一方で父上が遺したグレミィル半島の大領主の座は姉上が継いでくれている」
馬上より城塞都市の壁の内側で暮らす人々の様子を改めて一瞥する。
彼の両眼には一切の迷いや後悔の色は見当たらない。家督を姉が継いだことに対して一切の不満はなく、己はただ影として民を護り、支えていく存在に徹することを誇りであると感じている者の眼差しであった。
そんなサダューインに倣って周囲を見渡したラキリエルの視界に映る街の住民達は、その多くが街灯の灯りに照らされ、笑顔と活気に満ち溢れていた。
純人種だけでなく猫人や犬人、狼人に樹人、蜥蜴人、人間の半分ほどの背丈の小人種、魔物との混種、そしてエルフ種といった様々な亜人種達が当然のように街中を往来している。
着ている衣装から察するに職業や階級、身分も異なる者達であるようだったが一軒の酒場内で同じ卓を囲んでいる者達の間には壁を感じなかったのだ。
「綺麗な街ですね。まるで絵本の中の……御伽噺の世界のよう……」
うっとりとした表情を浮かべたラキリエルが、その色鮮やかにして穢れなき街並みを眺めながら感嘆の声を零す。
「街で暮らす人達も、帰路に着く人達も皆、安心なされた顔をしておられます。
ここから見える酒場も、とても賑やかな喧噪に包まれています……。
きっと昼間は他のお店にもたくさんの人達が行き交っているのでしょうね」
「市街地は幾つかの区画に別れているが、この辺りは特に賑わってくれている。
商人や冒険者、旅芸人といった各地を巡る者達だけでなく
他国から来訪してきた紋章官なども、存分に寛いでくれているようだ」
これだけ様々な人種が一堂に会した上に、都市の住民と来訪者が同席して尚も大きなトラブルが起こる気配はない。
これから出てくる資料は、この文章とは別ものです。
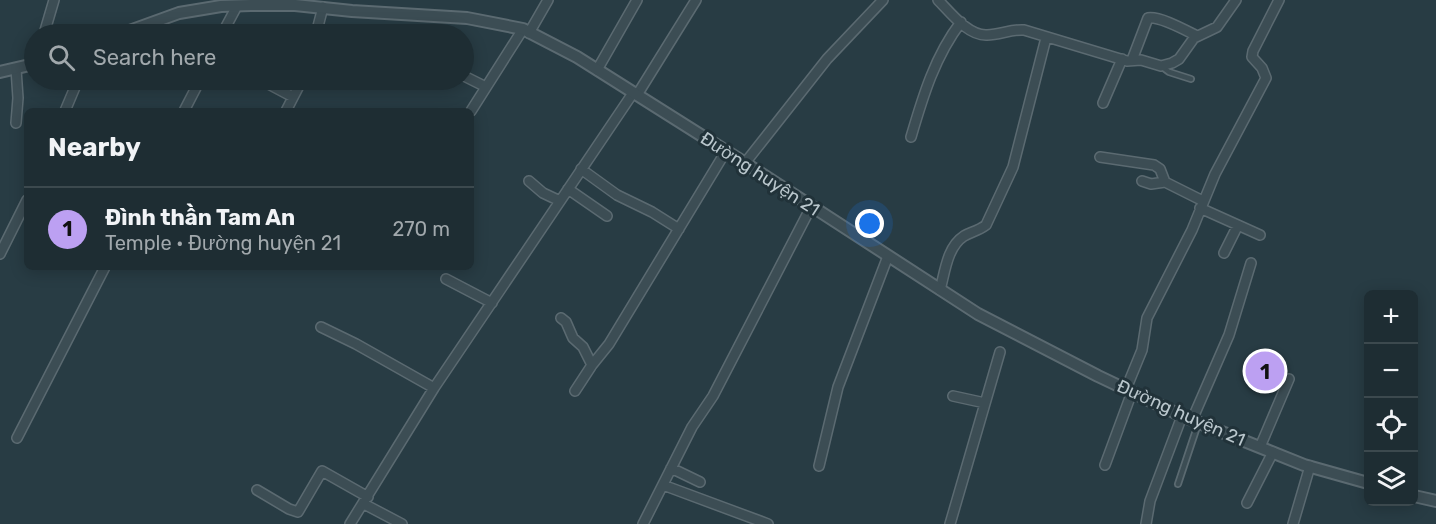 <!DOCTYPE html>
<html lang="en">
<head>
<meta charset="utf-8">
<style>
	:root { --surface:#1e2d33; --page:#2b393f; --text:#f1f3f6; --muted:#a1a8ac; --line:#3c494e; --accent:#bca0f2 }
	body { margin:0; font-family:Rubik,sans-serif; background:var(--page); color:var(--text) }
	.controls { position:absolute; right:18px; bottom:18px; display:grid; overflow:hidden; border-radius:9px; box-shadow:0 3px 15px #0003 }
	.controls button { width:54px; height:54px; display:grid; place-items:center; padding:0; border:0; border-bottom:2px solid var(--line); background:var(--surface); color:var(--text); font:30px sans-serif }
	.you { position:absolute; left:870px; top:224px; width:21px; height:21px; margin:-15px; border:4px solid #fff; border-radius:50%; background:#1a73e8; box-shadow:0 0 0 9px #1a73e833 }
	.badge { display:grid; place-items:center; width:39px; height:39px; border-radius:50%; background:var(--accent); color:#111; font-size:20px; font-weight:700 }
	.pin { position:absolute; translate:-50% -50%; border:3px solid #fff; box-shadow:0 2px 6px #0006 }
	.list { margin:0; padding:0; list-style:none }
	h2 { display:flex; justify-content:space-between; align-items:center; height:78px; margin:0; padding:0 24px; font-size:26px }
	h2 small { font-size:20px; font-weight:400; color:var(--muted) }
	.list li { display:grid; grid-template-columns:39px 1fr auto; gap:18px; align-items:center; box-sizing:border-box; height:84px; padding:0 24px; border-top:2px solid var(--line) }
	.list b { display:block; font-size:22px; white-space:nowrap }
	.list p { margin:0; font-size:20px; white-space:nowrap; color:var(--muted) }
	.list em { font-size:20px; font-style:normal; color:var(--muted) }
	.icon { flex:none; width:33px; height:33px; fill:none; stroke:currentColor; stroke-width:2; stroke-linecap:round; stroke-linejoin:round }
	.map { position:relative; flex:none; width:1436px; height:524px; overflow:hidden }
	.search { position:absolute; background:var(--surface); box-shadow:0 3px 15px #0003; left:24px; top:24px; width:450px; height:66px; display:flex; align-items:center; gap:15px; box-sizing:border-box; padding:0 21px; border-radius:33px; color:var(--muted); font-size:22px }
	.panel { position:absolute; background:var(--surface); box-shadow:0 3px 15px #0003; left:24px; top:108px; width:450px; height:162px; border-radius:9px }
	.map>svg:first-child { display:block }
	.building { fill:#546971 }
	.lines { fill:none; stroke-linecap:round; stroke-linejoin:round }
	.service-casing { stroke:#5b6a71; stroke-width:8 }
	.minor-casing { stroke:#5b6a71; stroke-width:12 }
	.tertiary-casing { stroke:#5b6a71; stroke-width:14 }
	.service { stroke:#3c4d54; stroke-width:4.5 }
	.minor { stroke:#3c4d54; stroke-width:9 }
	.tertiary { stroke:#3c4d54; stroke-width:10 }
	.labels { text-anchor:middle; stroke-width:6; stroke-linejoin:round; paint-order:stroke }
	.street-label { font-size:18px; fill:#bac7cd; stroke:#213239 }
</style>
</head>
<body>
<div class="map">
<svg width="1436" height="524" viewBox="0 0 1436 524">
	<rect width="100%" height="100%" fill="#283c44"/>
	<path class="building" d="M1261,356L1278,363L1269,386L1252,379Z"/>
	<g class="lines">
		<g class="service-casing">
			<path id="service" d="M1161,66L1169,72L1191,79
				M1178,484L1198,424"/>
		</g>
		<g class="minor-casing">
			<path id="minor" d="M938,0C950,12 968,36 987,35C1000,35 1011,29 1024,30L1127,61L1141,60L1161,66L1172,63L1179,59L1194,38L1217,27L1236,0
				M529,33L548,0
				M44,34L54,0
				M222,34L237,6
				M316,34L323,7
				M1132,60L1148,18C1160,16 1185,30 1197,36
				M16,69L18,98L16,123
				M597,70L637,0
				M464,76L486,87
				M261,80L293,97
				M637,95L696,0
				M1103,103L1122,59
				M65,111L78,80
				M184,111L200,80
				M286,111L302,80
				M471,111L523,29
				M911,137C923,96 935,56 961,22
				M1100,157L1154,165L1160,169L1165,182
				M745,163L827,59L883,0
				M581,169L617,195L652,212L679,229
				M529,181L543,193L560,201
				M1142,181L1151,184L1165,182L1203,201
				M568,189L607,216
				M1200,208L1260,235
				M1224,253L1238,225
				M0,254L27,200
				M446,279L492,303
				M940,290C945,272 947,247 964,236C971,232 978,231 986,225L1013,167L1046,38
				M561,318L566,322L573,338L583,347L592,365
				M321,327L356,344L434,388
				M1126,389L1142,350L1147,318L1192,230L1215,174L1266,78L1262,68L1252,57L1253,51L1279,0
				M575,391L592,365L609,344L726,151
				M953,396L985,403
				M1192,420L1229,335L1251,263
				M17,438L105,267
				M1260,447L1289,379
				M1105,465L1132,392
				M819,466L838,387L888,256
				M671,468L700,482
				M663,485L768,524
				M257,490L289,509L298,512L322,471L368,497
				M1247,503L1273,452
				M364,504L402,524
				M350,524L434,388L633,93
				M643,524L692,427L713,396L811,207
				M950,524L1000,352
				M1146,524L1150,501L1182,416
				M1293,524L1310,466"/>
		</g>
		<g class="tertiary-casing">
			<path id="tertiary" d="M121,34L179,13L221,6L251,5H295L352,11L467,18L523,29L577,57L745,163L978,314L1098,376L1182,416L1304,465L1368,483
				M0,72L34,64
				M1414,496L1436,501"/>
		</g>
		<use href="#service" class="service"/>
		<use href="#minor" class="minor"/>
		<use href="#tertiary" class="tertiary"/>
	</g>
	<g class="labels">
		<g class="street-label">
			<text transform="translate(760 174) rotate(33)" y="6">Đường huyện 21</text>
			<text transform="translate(1181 413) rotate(24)" y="6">Đường huyện 21</text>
		</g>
	</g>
</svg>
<div class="controls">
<button>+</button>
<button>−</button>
<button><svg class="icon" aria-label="locate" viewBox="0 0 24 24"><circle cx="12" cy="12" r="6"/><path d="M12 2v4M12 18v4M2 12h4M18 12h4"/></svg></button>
<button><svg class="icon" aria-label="layers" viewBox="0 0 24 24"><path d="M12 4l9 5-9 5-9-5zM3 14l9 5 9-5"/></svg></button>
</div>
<div class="you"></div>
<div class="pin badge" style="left:1265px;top:371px">1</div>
<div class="search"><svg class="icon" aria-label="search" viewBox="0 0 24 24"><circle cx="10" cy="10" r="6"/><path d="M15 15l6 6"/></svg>Search here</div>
<section class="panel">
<h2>Nearby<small></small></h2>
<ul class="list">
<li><span class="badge">1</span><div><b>Đình thần Tam An</b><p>Temple · Đường huyện 21</p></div><em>270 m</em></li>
</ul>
</section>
</div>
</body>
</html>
治安の維持も徹底されているのだろう。
「市街地の詳しい案内は後日に行うとして、まずは丘上の城館を目指そうか」
「……お願いいたします」
「ふふっ、いつか俺の贔屓にしている店を紹介させてほしい」
名残惜しそうに御伽噺のような世界を見詰め続けているラキリエルを諭すように囁きつつ、大路に沿って黒馬を進め続けた。